En résumé, la seule preuve de l’activité de l’entreprise relevant des contrats d’usage ou d’une activité saisonnière ne suffit pas à légitimer le caractère déterminé du contrat souscrit avec le salarié.
Il appartient aux juges du fond d’apprécier très concrètement et de manière pragmatique le caractère non permanent et non durable des tâches exercées par le salarié et d’en justifier dans leur décisions.
II. Le caractère d’ordre public des règles de forme du contrat à durée déterminée et la sanction : la requalification du CDD en CDI.
Contrat d’exception, le contrat à durée déterminée obéit à un formalisme légal d’ordre public. A défaut de respect des règles légales, la sanction est radicale.
Le non-respect des dispositions légales prévues notamment aux articles L.1242-12 (rédaction d’un contrat écrit dont les formes sont réglementés) et L.1243-1 (s’agissant des motifs limités de rupture du contrat à durée déterminée) du Code du travail, le non-respect par l’employeur entraine ipso facto la requalification du contrat en durée déterminée en contrat à durée indéterminée.

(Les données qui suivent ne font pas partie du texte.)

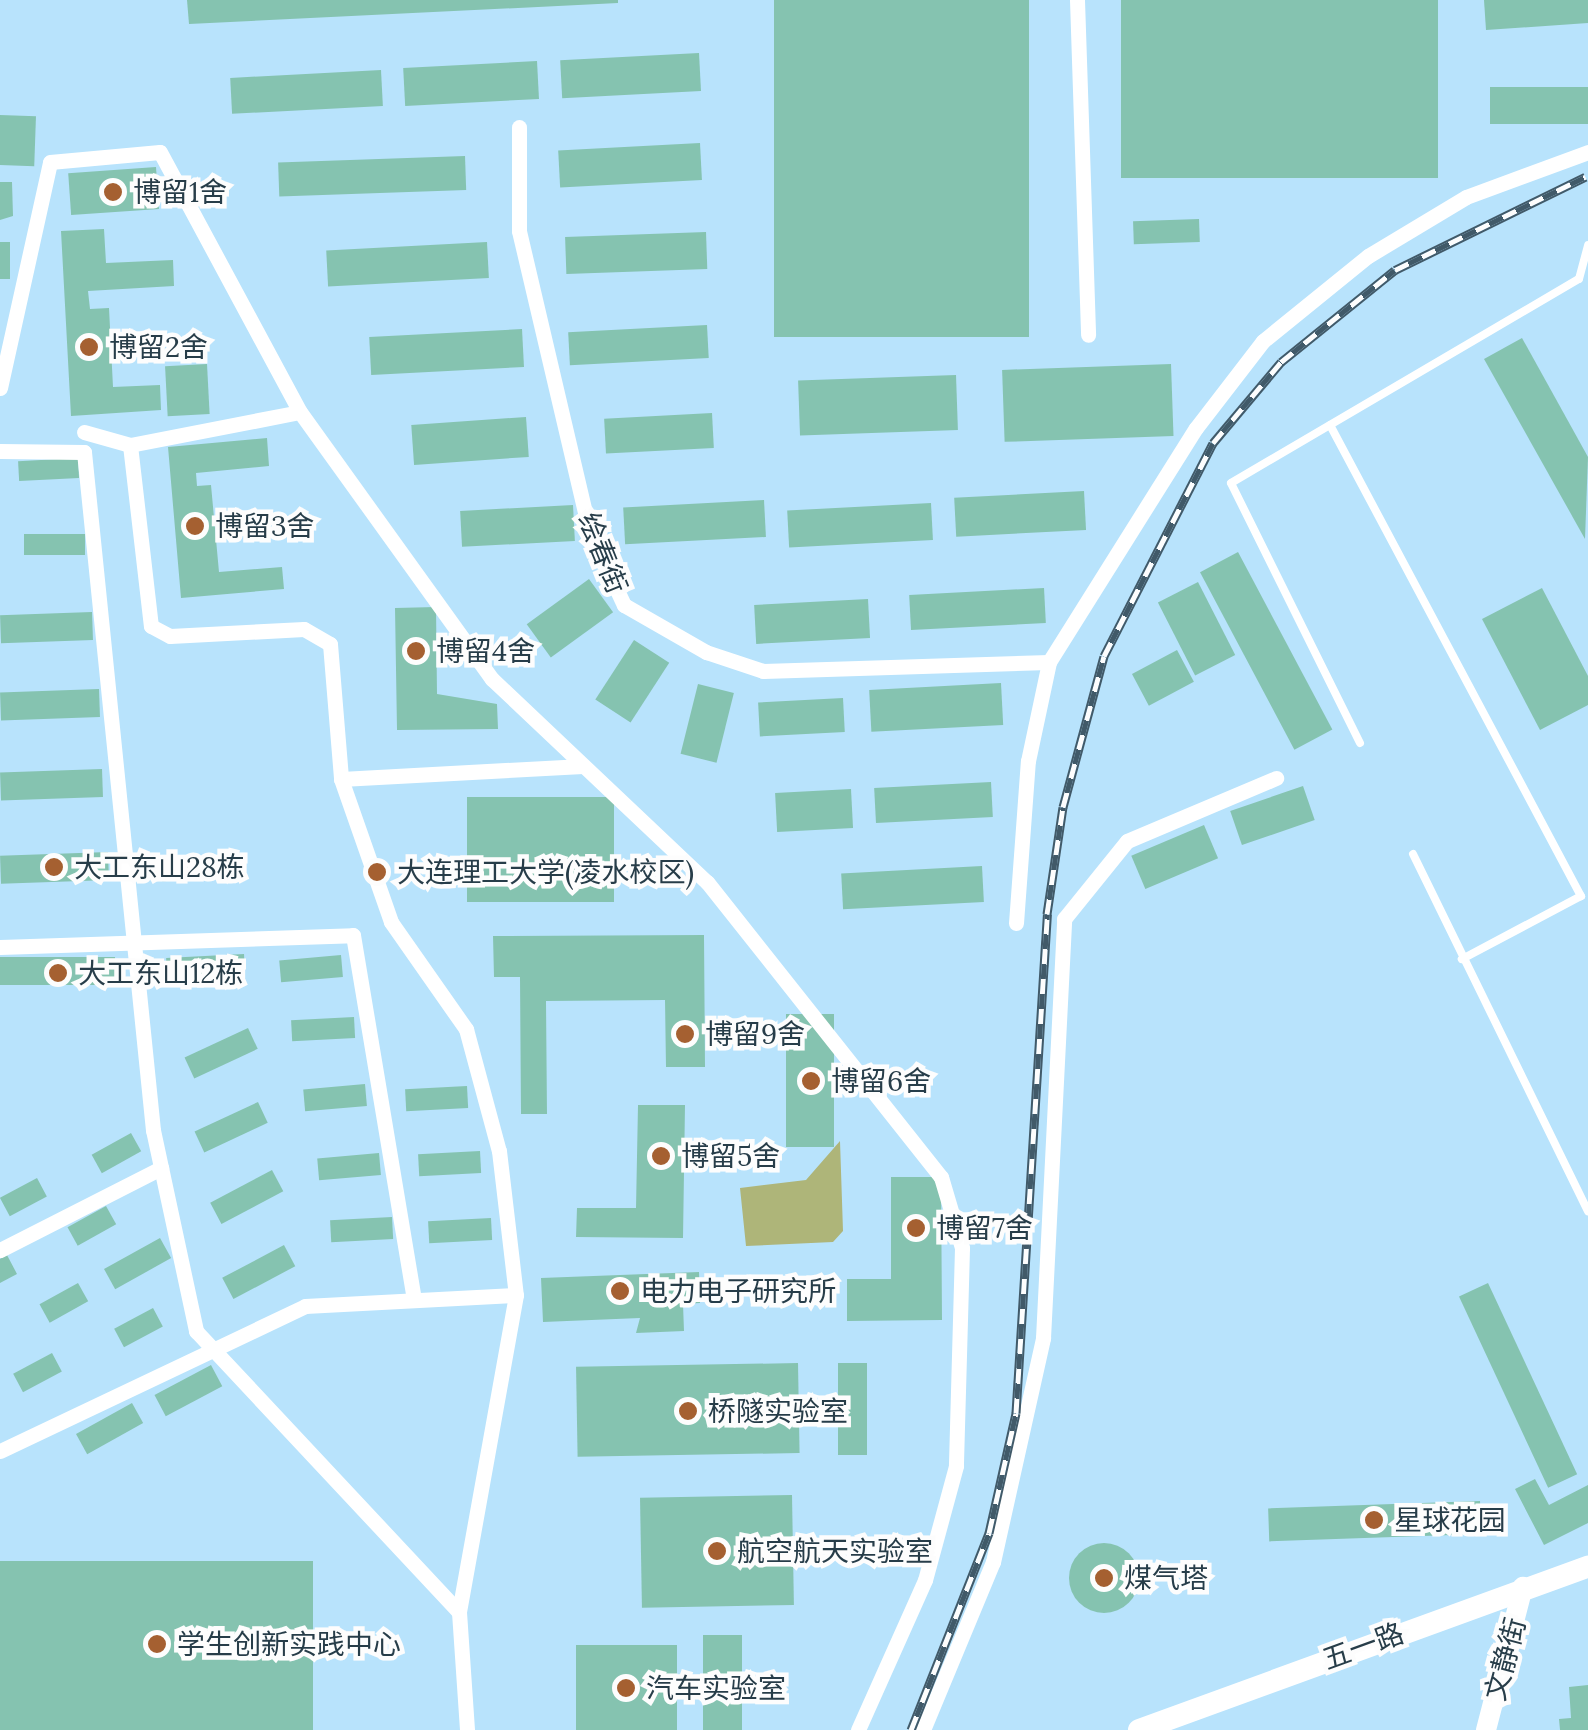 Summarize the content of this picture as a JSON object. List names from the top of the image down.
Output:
{
  "streets": {
    "main road": ["五一路"],
    "street": ["绘春街", "文静街"]
  },
  "crossings": [
    ["五一路", "文静街"]
  ],
  "places": [
    "博留1舍",
    "博留2舍",
    "博留3舍",
    "博留4舍",
    "大工东山28栋",
    "大连理工大学(凌水校区)",
    "大工东山12栋",
    "博留9舍",
    "博留6舍",
    "博留5舍",
    "博留7舍",
    "电力电子研究所",
    "桥隧实验室",
    "星球花园",
    "航空航天实验室",
    "煤气塔",
    "学生创新实践中心",
    "汽车实验室"
  ]
}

Ainsi, l’absence de remise d’un contrat de travail écrit indiquant le motif du recours du CDD, entraîne, sauf mauvaise foi du salarié, la requalification du CDD en CDI.
Ainsi, à défaut de justifier d’un contrat écrit signé par le salarié, l’employeur devra établir que l’absence de remise résulte par exemple du seul refus du salarié de signer son contrat ou de le renvoyer signé dans le délai légal.
Concernant le contrat de professionnalisation à durée déterminée, celui-ci doit être remis comme tout contrat à durée déterminée par écrit au salarié dans les 2 jours suivant l’embauche.
A défaut, la requalification du contrat de professionnalisation à durée déterminée en contrat de travail à durée indéterminée sera prononcée.
Ainsi en a-t-il été par la Cour de cassation le 7 janvier 2015 (n°13-18598) à l’égard d’un salarié dont le contrat de professionnalisation a été signé tardivement avec effet à compter de la date d’embauche.
L’employeur s’opposait à la demande de requalification du salarié en indiquant que le salarié n’avait pas émis de réserve à la signature certes tardive du contrat, ni démontré qu’il aurait subi une contrainte au moment de la signature du contrat alors même que l’employeur évoquait « l’inertie évidente et fautive (du salarié) pour signer ledit contrat, dont il ne pouvait valablement exciper pour en solliciter la requalification ».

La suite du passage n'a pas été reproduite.